No se trata de un problema fácil, ni que pueda resolverse recurriendo sólo a la moral. El psicoanálisis, aunque indudablemente tiene sus exageraciones, e incluso quizás sus absurdos, nos ha enseñado muchas cosas que son ciertas y valiosas. Dice un antiguo refrán que si se echara fuera a la naturaleza a palos, siempre volvería a aparecer; pero el psicoanálisis nos ha proporcionado la glosa de este texto. Ahora sabemos que una vida que va en contra de los impulsos naturales de un modo exagerado, puede implicar consecuencias de tensión tan perjudiciales como las que resultarían de ceder a los impulsos prohibidos. Las personas que viven de un modo anormal más allá de cierto límite, suelen ser envidiosas, malévolas y desprovistas de bondad.
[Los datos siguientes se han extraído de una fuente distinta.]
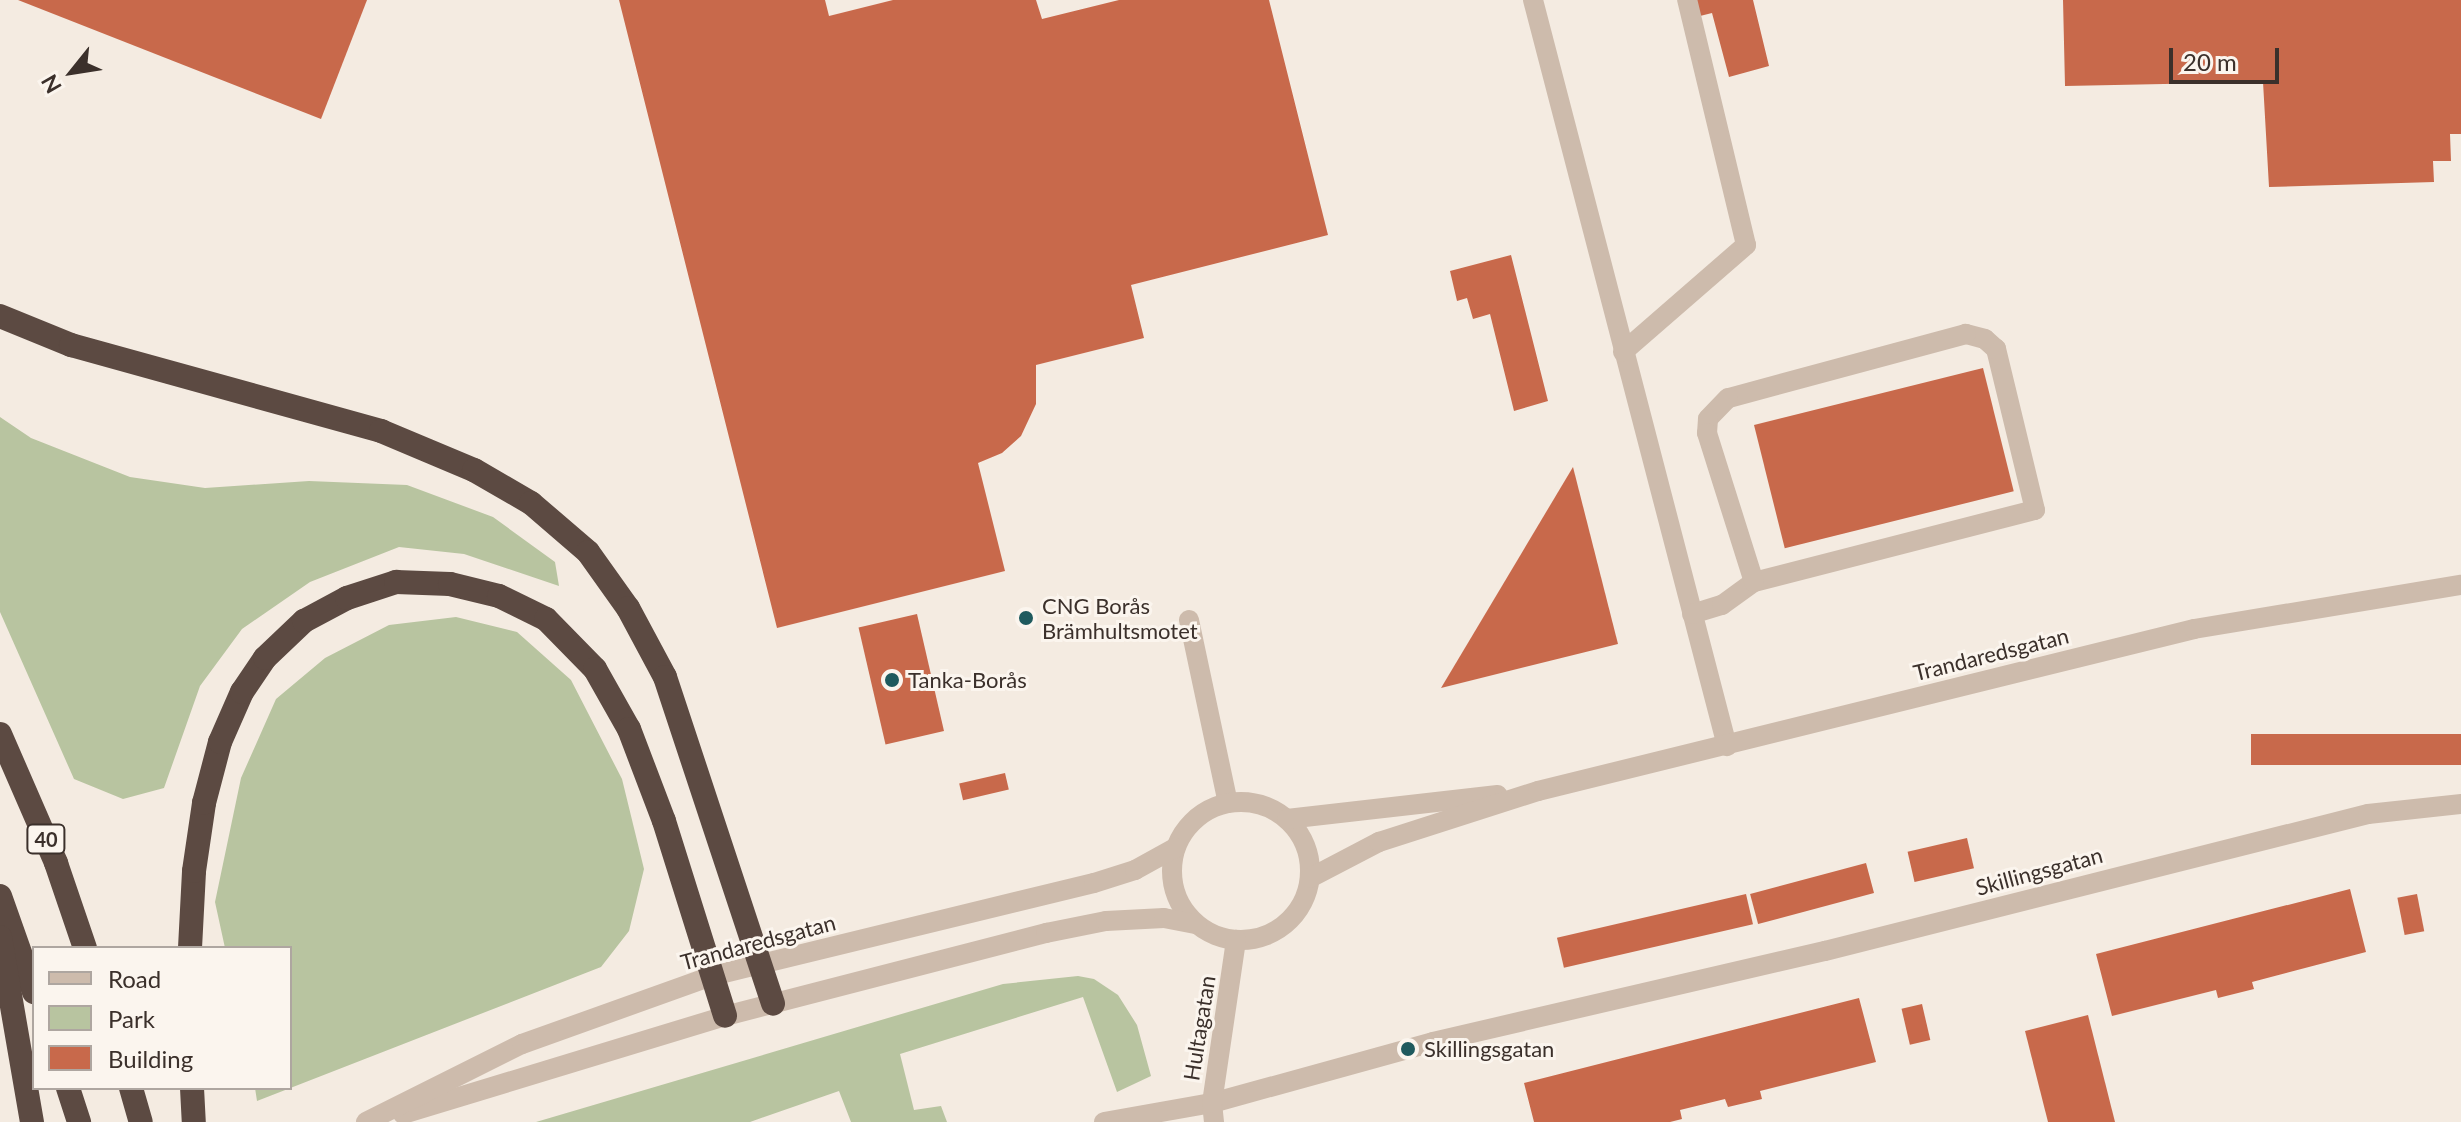 <!DOCTYPE html>
<meta charset="utf-8">
<style>
body{margin:0}
#map{position:relative;width:2461px;height:1122px;overflow:hidden;background:#f4ebe1;font-family:Lato,sans-serif}
div>[style]{position:absolute}
.green>*{inset:0;background:#b8c4a0}
.building>*{inset:0;background:#c8694b;transform-origin:0 0}
.service>*{height:20px;margin:-10px;padding:0 10px;transform-origin:10px;border-radius:10px;background:#cdbbac}
.minor>*{height:20px;margin:-10px;padding:0 10px;transform-origin:10px;border-radius:10px;background:#cdbbac}
.tertiary>*{height:20px;margin:-10px;padding:0 10px;transform-origin:10px;border-radius:10px;background:#cdbbac}
.tertiary>.ring{margin:-10px;padding:0;box-sizing:content-box;background:none;border:20px solid #cdbbac;border-radius:50%}
.motorway>*{height:24px;margin:-12px;padding:0 12px;transform-origin:12px;border-radius:12px;background:#5c4a42}
.dots>*{width:22px;height:22px;translate:-50% -50%;box-sizing:border-box;border:4px solid #fbf5ee;border-radius:50%}
span{translate:-50% -50%;white-space:nowrap;text-align:center;line-height:1.15;-webkit-text-stroke:6px #fbf5ee;paint-order:stroke}
.shield-label span{padding:2px 6px;background:#fbf5ee;border:2px solid;border-radius:6px;-webkit-text-stroke-width:0}
.shield-label{font-size:20px;color:#3b302b;font-weight:700}
.poi-label{font-size:22px;color:#3b302b}
.left{translate:0 -50%;text-align:left}
.street-label{font-size:22px;color:#3b302b}
.legend{position:absolute;left:32px;top:946px;width:260px;height:144px;box-sizing:border-box;background:#fbf5ee;border:2px solid #aea6a0;margin:0;padding:10px 14px;list-style:none;font-size:24px;color:#3b302b}
.legend li{display:flex;align-items:center;gap:16px;height:40px}
.legend b{width:40px;border:2px solid #aea6a0}
.north{position:absolute;left:32px;top:32px;width:80px;height:80px;-webkit-text-stroke:6px #fbf5ee;paint-order:stroke;rotate:240deg;font-size:22px;font-weight:700;line-height:32px;text-align:center;color:#3b302b}
.north::after{content:'';display:block;margin:auto;width:28px;height:36px;background:#3b302b;clip-path:polygon(50% 0,100% 100%,50% 72%,0 100%)}
.scale{position:absolute;left:2169px;top:48px;width:110px;height:36px;box-sizing:border-box;border:4px solid #3b302b;border-top:0;padding-left:10px;font-size:24px;line-height:28px;white-space:nowrap;color:#3b302b;-webkit-text-stroke:6px #fbf5ee;paint-order:stroke}
</style>
<div id="map">
<div class="green">
<div style="clip-path:polygon(0 417px,31px 438px,130px 477px,205px 488px,309px 481px,407px 485px,493px 517px,555px 562px,559px 586px,464px 554px,399px 547px,310px 582px,242px 629px,200px 686px,164px 788px,123px 799px,74px 779px,0 612px)"></div>
<div style="clip-path:polygon(456px 617px,517px 632px,571px 680px,622px 779px,644px 869px,629px 931px,601px 967px,257px 1101px,255px 1088px,290px 1088px,290px 948px,225px 948px,215px 902px,241px 778px,276px 699px,325px 658px,389px 625px)"></div>
<div style="clip-path:polygon(1078px 976px,1094px 979px,1118px 995px,1137px 1025px,1151px 1076px,1117px 1092px,1083px 997px,900px 1054px,914px 1110px,941px 1106px,947px 1122px,851px 1122px,839px 1091px,750px 1122px,536px 1122px,1003px 984px)"></div>
</div>
<div class="building">
<div style="clip-path:polygon(18px 0,367px 0,321px 119px)"></div>
<div style="clip-path:polygon(619px 0,825px 0,829px 16px,893px 0,1036px 0,1042px 19px,1119px 0,1269px 0,1328px 235px,1131px 285px,1144px 338px,1036px 365px,1036px 404px,1021px 436px,1002px 453px,978px 463px,1005px 571px,777px 628px)"></div>
<div style="clip-path:polygon(1691px 0,1753px 0,1769px 66px,1729px 77px,1712px 13px,1696px 17px)"></div>
<div style="clip-path:polygon(2063px 0,2461px 0,2461px 134px,2450px 134px,2451px 161px,2433px 161px,2434px 182px,2269px 187px,2263px 82px,2065px 86px)"></div>
<div style="clip-path:polygon(1511px 255px,1548px 401px,1514px 411px,1490px 314px,1473px 319px,1467px 298px,1457px 301px,1450px 271px)"></div>
<div style="left:1983px;top:368px;width:127px;height:236px;rotate:76deg"></div>
<div style="clip-path:polygon(1573px 467px,1618px 644px,1441px 688px)"></div>
<div style="left:917px;top:614px;width:120px;height:60px;rotate:77deg"></div>
<div style="left:2461px;top:734px;width:31px;height:210px;rotate:90deg"></div>
<div style="left:1005px;top:773px;width:17px;height:47px;rotate:77deg"></div>
<div style="left:1967px;top:838px;width:31px;height:61px;rotate:77deg"></div>
<div style="left:1866px;top:863px;width:31px;height:120px;rotate:75deg"></div>
<div style="clip-path:polygon(2350px 889px,2366px 952px,2252px 982px,2254px 989px,2218px 998px,2216px 990px,2112px 1016px,2096px 954px)"></div>
<div style="left:1746px;top:894px;width:31px;height:194px;rotate:77deg"></div>
<div style="left:2417px;top:894px;width:38px;height:20px;rotate:79deg"></div>
<div style="clip-path:polygon(1859px 998px,1876px 1062px,1760px 1091px,1762px 1099px,1728px 1107px,1725px 1099px,1680px 1110px,1682px 1119px,1670px 1122px,1534px 1122px,1524px 1083px)"></div>
<div style="left:1922px;top:1004px;width:37px;height:21px;rotate:77deg"></div>
<div style="clip-path:polygon(2088px 1015px,2115px 1122px,2048px 1122px,2025px 1031px)"></div>
</div>
<div class="service">
<div style="left:1533px;top:0;width:771px;rotate:75.42deg"></div>
<div style="left:1623px;top:352px;width:163px;rotate:-41deg"></div>
<div style="left:1746px;top:245px;width:252px;rotate:-103.5deg"></div>
<div style="left:1692px;top:614px;width:31px;rotate:-17deg"></div>
<div style="left:1722px;top:605px;width:39px;rotate:-36deg"></div>
<div style="left:1754px;top:582px;width:290px;rotate:-14.4deg"></div>
<div style="left:2035px;top:510px;width:166px;rotate:-103.6deg"></div>
<div style="left:1996px;top:349px;width:15px;rotate:-138deg"></div>
<div style="left:1985px;top:339px;width:20px;rotate:-165deg"></div>
<div style="left:1966px;top:334px;width:246px;rotate:164.9deg"></div>
<div style="left:1728px;top:398px;width:29px;rotate:134deg"></div>
<div style="left:1708px;top:419px;width:14px;rotate:94deg"></div>
<div style="left:1707px;top:433px;width:156px;rotate:72.5deg"></div>
<div style="left:1189px;top:620px;width:187px;rotate:78deg"></div>
<div style="left:1104px;top:1122px;width:110px;rotate:-10deg"></div>
</div>
<div class="minor">
<div style="left:1212px;top:1103px;width:229px;rotate:-15.4deg"></div>
<div style="left:1433px;top:1042px;width:402px;rotate:-13.1deg"></div>
<div style="left:1825px;top:951px;width:560px;rotate:-14.16deg"></div>
<div style="left:2368px;top:814px;width:94px;rotate:-6.1deg"></div>
</div>
<div class="tertiary">
<div class="ring" style="left:1172px;top:802px;width:118px;height:118px"></div>
<div style="left:1287px;top:819px;width:212px;rotate:-6.5deg"></div>
<div style="left:1310px;top:878px;width:78px;rotate:-27.6deg"></div>
<div style="left:1379px;top:842px;width:167px;rotate:-17.8deg"></div>
<div style="left:1538px;top:791px;width:676px;rotate:-13.87deg"></div>
<div style="left:2194px;top:629px;width:271px;rotate:-9.4deg"></div>
<div style="left:403px;top:1114px;width:337px;rotate:-16.9deg"></div>
<div style="left:725px;top:1016px;width:332px;rotate:-14.5deg"></div>
<div style="left:1046px;top:933px;width:61px;rotate:-11.3deg"></div>
<div style="left:1106px;top:921px;width:58px;rotate:-3deg"></div>
<div style="left:1164px;top:918px;width:33px;rotate:11deg"></div>
<div style="left:366px;top:1122px;width:174px;rotate:-26.6deg"></div>
<div style="left:522px;top:1044px;width:202px;rotate:-19.7deg"></div>
<div style="left:712px;top:976px;width:393px;rotate:-13.7deg"></div>
<div style="left:1094px;top:883px;width:43px;rotate:-17.6deg"></div>
<div style="left:1135px;top:870px;width:46px;rotate:-28.8deg"></div>
<div style="left:1214px;top:1122px;width:19px;rotate:-96deg"></div>
<div style="left:1212px;top:1103px;width:165px;rotate:-81.6deg"></div>
</div>
<div class="motorway">
<div style="left:0;top:316px;width:77px;rotate:22.2deg"></div>
<div style="left:71px;top:345px;width:322px;rotate:15.5deg"></div>
<div style="left:381px;top:431px;width:101px;rotate:22.8deg"></div>
<div style="left:474px;top:470px;width:66px;rotate:30.1deg"></div>
<div style="left:531px;top:503px;width:75px;rotate:40.7deg"></div>
<div style="left:588px;top:552px;width:69px;rotate:54.5deg"></div>
<div style="left:628px;top:608px;width:78px;rotate:61.8deg"></div>
<div style="left:665px;top:677px;width:344px;rotate:71.7deg"></div>
<div style="left:0;top:734px;width:141px;rotate:66.5deg"></div>
<div style="left:56px;top:863px;width:90px;rotate:71.2deg"></div>
<div style="left:0;top:896px;width:102px;rotate:70.5deg"></div>
<div style="left:0;top:937px;width:188px;rotate:80.2deg"></div>
<div style="left:190px;top:948px;width:77px;rotate:-87deg"></div>
<div style="left:194px;top:871px;width:69px;rotate:-81.6deg"></div>
<div style="left:204px;top:803px;width:63px;rotate:-75.3deg"></div>
<div style="left:220px;top:742px;width:55px;rotate:-66.3deg"></div>
<div style="left:242px;top:692px;width:41px;rotate:-55.9deg"></div>
<div style="left:265px;top:658px;width:54px;rotate:-43.5deg"></div>
<div style="left:304px;top:621px;width:49px;rotate:-28.1deg"></div>
<div style="left:347px;top:598px;width:52px;rotate:-18.1deg"></div>
<div style="left:396px;top:582px;width:54px;rotate:2.1deg"></div>
<div style="left:450px;top:584px;width:50px;rotate:13.8deg"></div>
<div style="left:499px;top:596px;width:52px;rotate:26.1deg"></div>
<div style="left:546px;top:619px;width:70px;rotate:45.6deg"></div>
<div style="left:595px;top:669px;width:69px;rotate:60.5deg"></div>
<div style="left:629px;top:729px;width:98px;rotate:69.2deg"></div>
<div style="left:664px;top:821px;width:204px;rotate:72.6deg"></div>
<div style="left:68px;top:1088px;width:36px;rotate:72deg"></div>
<div style="left:131px;top:1088px;width:35px;rotate:74deg"></div>
<div style="left:192px;top:1088px;width:34px;rotate:87deg"></div>
</div>
<div class="dots">
<div style="left:1026px;top:618px;background:#1f5a5e"></div>
<div style="left:892px;top:680px;background:#1f5a5e"></div>
<div style="left:1408px;top:1049px;background:#1f5a5e"></div>
</div>
<div class="shield-label">
<span style="left:46px;top:839px">40</span>
</div>
<div class="poi-label">
<span class="left" style="left:1042px;top:618px">CNG Borås<br>Brämhultsmotet</span>
<span class="left" style="left:908px;top:680px">Tanka-Borås</span>
<span class="left" style="left:1424px;top:1049px">Skillingsgatan</span>
</div>
<div class="street-label">
<span style="left:1991px;top:654px;rotate:-14deg">Trandaredsgatan</span>
<span style="left:2039px;top:871px;rotate:-15deg">Skillingsgatan</span>
<span style="left:758px;top:942px;rotate:-15deg">Trandaredsgatan</span>
<span style="left:1199px;top:1028px;rotate:-81deg">Hultagatan</span>
</div>
<ul class="legend">
<li><b style="height:10px;background:#cdbbac"></b>Road</li>
<li><b style="height:22px;background:#b8c4a0"></b>Park</li>
<li><b style="height:22px;background:#c8694b"></b>Building</li>
</ul>
<div class="north">N</div>
<div class="scale">20 m</div>
</div>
Están predispuestas a desarrollar tendencias crueles o, por otra parte, a perder tan completamente la alegría de vivir que dejan de tener capacidad para cualquier esfuerzo. Se ha observado este último resultado entre los salvajes repentinamente puestos en contacto con la civilización moderna. Los antropólogos han descrito cómo los cazadores de cabezas papúes, privados por las autoridades blancas de su deporte habitual, pierden el gusto por todo y no son capaces ya de sentir interés por nada. No quiero dar a entender con esto que se les debería haber permitido continuar cortando cabezas, pero creo que valía la pena que los psicólogos se hubieran tomado la molestia de encontrar alguna actividad inocente con que sustituir la otra. En todas sus partes el hombre civilizado está, en cierto grado, en la posición de los papúes, víctimas de la virtud. Los hombres tenemos toda clase de impulsos agresivos, y también impulsos creadores, a los que la sociedad nos impide entregarnos, y las alternativas que nos proporciona bajo la forma de partidos de fútbol y lucha libre apenas sirven. Aquel que espera que llegará un día en el que sea posible abolir la guerra debería pensar seriamente en el problema de satisfacer de un modo inofensivo los instintos que hemos heredado de largas generaciones de salvajes. Por mi parte, encuentro suficiente desahogo con las novelas de detectives, identificándome alternativamente con el asesino y con el detective-cazador, pero sé que hay otros para quienes este desahogo es demasiado moderado, y para ellos se debería inventar algo más fuerte.